Donald Trump won Ohio’s 14th Congressional District by 11 points in 2016, which is one reason why the Republican-leaning district should not be “in play” this year. But it is.

 

David Cohen of the Bliss Institute of Applied Politics at the University of Akron says Ohio is gerrymandered in a way that favors Republicans, who control 12 of the 16 congressional districts. Yet, he says the northeast corner of Ohio is not a lock for the GOP.

“The 14th Congressional District is the least safe of all the gerrymandered districts,” Cohen said. “This is one that Democrats could absolutely pick off if it’s a wave election.” 

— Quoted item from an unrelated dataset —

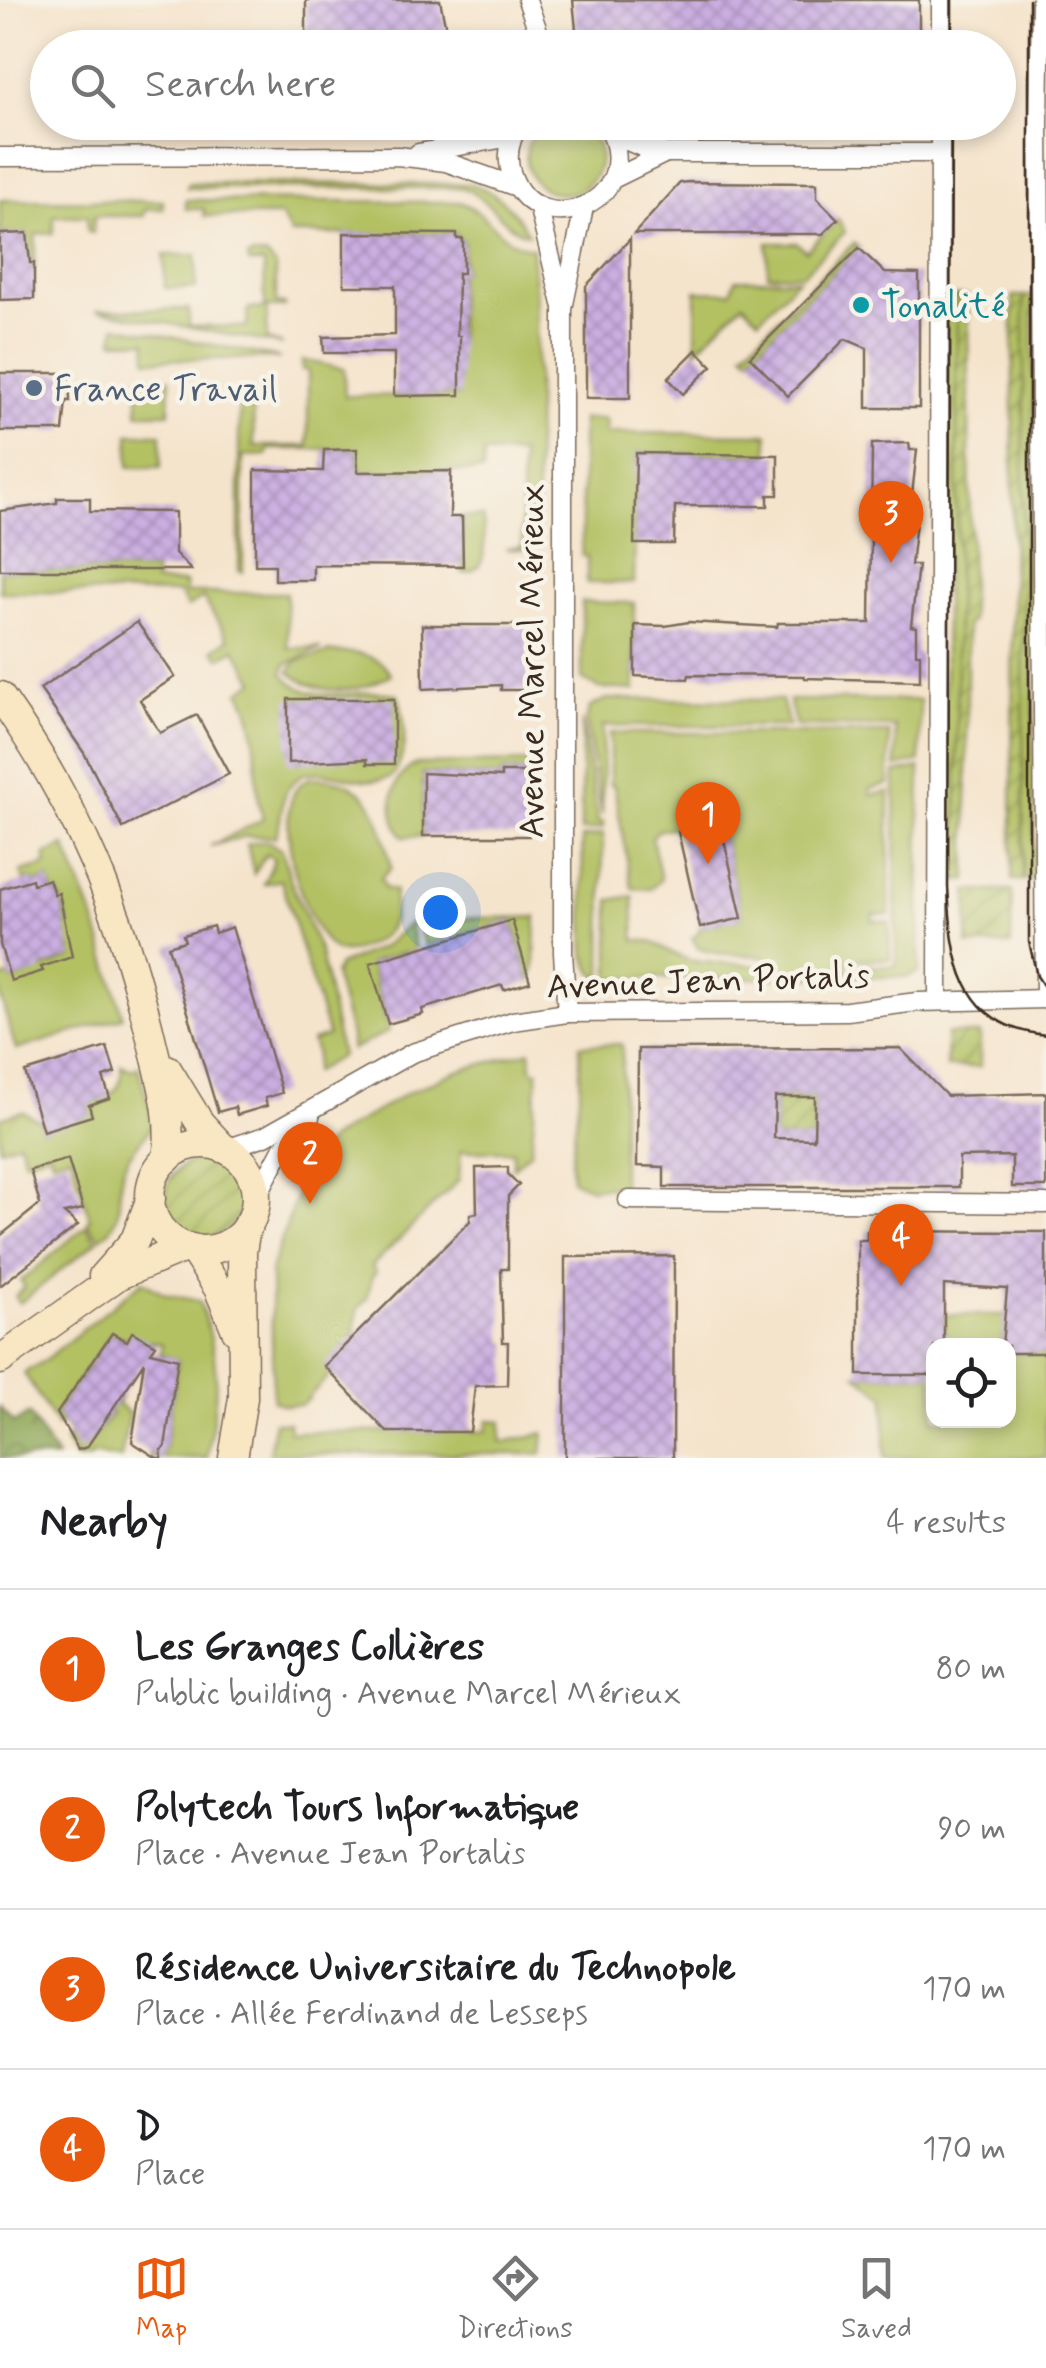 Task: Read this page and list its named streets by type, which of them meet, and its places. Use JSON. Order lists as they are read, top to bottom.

A blue wave that Democrat Betsy Rader is trying to ride against incumbent Republican Dave Joyce.

Several political websites including fivethirtyeight.com are predicting Joyce holds a six to nine point lead over political newcomer Rader. It's a much slimmer lead than Joyce enjoyed when he won in 2016 by 25 percentage points.

Congressman Joyce is rated in the ideological middle of the Republican party. Since Trump took office, Joyce voted almost 97 percent of the time with the president. Yet he’s running campaign ads highlighting his votes in opposition to the GOP agenda.

“When Republican leaders in Congress tried to take away protections for pre-existing conditions I said ‘no.’  I won the fight to fund the Great Lakes Restoration and when President Trump tried to take it away I said ‘no’ again,” Joyce says in his ad.

That one healthcare vote last year could be big at a time when Democrats are attacking Republican efforts to destroy the Affordable Care Act.  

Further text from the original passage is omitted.